By Adam Ganucheau/NEMS Daily Journal

FULTON – More than 500 high school band students from across the country are attending the 33rd annual Itawamba Community College Summer Band Camp this week in Fulton.
The weeklong camp, which started Sunday and ends Friday, is designed to push the 503 campers to their limits in a slightly competitive setting, according to ICC band director and band camp director Brian Gillentine. The rising seventh- through 12th-grade students are mostly from high schools in Mississippi, but some traveled from Alabama, Tennessee and even Colorado.
“This camp has a lot of kids on a lot of different skill levels,” he said. “They get a chance to meet new people from different schools, so they get that perspective that lets them know how good they are at what they do, and they can see what they need to do to get better.”
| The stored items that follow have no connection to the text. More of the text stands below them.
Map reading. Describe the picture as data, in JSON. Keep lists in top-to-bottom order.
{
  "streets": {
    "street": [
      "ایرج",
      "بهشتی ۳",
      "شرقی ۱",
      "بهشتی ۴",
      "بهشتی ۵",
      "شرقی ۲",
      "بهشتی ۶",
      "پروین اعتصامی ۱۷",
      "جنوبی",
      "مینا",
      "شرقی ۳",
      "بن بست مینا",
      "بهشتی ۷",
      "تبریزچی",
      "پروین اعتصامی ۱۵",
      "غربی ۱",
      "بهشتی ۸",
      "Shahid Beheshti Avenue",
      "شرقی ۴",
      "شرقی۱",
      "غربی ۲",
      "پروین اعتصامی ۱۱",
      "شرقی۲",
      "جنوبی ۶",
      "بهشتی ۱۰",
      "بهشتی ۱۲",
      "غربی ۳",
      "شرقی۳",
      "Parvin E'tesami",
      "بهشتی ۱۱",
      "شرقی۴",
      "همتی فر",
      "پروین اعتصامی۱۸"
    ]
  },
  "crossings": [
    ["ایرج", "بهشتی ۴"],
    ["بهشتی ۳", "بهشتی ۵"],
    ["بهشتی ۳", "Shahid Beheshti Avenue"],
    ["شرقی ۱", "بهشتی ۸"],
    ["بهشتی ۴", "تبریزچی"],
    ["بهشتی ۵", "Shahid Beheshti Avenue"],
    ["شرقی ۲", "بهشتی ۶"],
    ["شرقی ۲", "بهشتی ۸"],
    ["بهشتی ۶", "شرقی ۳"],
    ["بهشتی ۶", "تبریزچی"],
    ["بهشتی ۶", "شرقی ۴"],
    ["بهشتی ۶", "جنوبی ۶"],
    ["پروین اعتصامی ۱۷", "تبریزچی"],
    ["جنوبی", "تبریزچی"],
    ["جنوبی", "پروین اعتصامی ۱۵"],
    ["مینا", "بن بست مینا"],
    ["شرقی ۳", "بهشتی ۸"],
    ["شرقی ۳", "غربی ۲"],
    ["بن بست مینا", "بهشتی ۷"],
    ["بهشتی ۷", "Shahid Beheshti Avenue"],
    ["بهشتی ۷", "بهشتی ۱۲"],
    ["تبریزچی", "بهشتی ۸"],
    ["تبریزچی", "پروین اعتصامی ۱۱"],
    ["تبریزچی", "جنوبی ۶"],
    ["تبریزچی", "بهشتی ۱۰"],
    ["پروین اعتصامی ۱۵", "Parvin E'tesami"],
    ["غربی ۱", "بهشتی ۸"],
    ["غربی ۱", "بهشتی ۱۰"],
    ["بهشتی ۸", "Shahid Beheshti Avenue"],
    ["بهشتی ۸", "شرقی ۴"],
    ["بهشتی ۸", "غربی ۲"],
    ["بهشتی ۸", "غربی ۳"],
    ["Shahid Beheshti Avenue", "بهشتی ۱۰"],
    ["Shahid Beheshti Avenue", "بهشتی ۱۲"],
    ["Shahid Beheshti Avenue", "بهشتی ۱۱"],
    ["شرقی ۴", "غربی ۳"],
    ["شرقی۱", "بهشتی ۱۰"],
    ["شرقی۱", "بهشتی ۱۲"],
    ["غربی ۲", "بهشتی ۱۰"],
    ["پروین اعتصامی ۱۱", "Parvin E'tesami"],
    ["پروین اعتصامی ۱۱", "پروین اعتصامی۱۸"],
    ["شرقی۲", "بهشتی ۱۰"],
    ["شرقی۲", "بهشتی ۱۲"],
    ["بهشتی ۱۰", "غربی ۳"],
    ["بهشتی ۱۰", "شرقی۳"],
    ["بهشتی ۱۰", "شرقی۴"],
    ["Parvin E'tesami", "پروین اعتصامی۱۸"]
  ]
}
Students had to apply to attend the camp, and about 80 kids were turned down due to lack of space. Campers auditioned Sunday afternoon and were placed in one of six bands, which showcase different musical, marching and technical abilities. In addition to the main six bands, campers had the option of around 20 different specialty courses to sign up for, ranging from color guard to leadership to piano.
Breakfast starts at 6:30 a.m., and students go nonstop until lights-out at 11 p.m., including about four hours a day outside, according to Gillentine. Campers stay in dorms and eat in the cafeteria, giving them the slight college experience. When they are not in class, they attend social events and have some free time to meet new friends.
“Besides getting a great musical experience, the best part of camp is getting to meet so many great new friends,” 16-year-old Amory High School student and flute player Yen Nguyen said. “This is my second year coming to this camp, so it’s been great to see people I haven’t seen in about a year.”
There are 38 area band directors that teach different courses during the week, and 76 staff members assist with the logistics of running the camp.
Gillentine, who was once a camper and a counselor at the camp, says one of the best parts of the camp is the wide range of skills that campers can improve upon.
“I want to be a band director one day, so I am getting to take cool classes that would help me out with that,” 16-year-old Kossuth High School student and French horn player Ben Shipman said.
Campers will showcase what they have learned in specialty courses at a concert Thursday night at the Fine Arts Auditorium starting at 7 p.m. On Friday, they will have a field exhibition showcasing their marching at 10 a.m. and final concerts in the Davis Event Center at 1 p.m.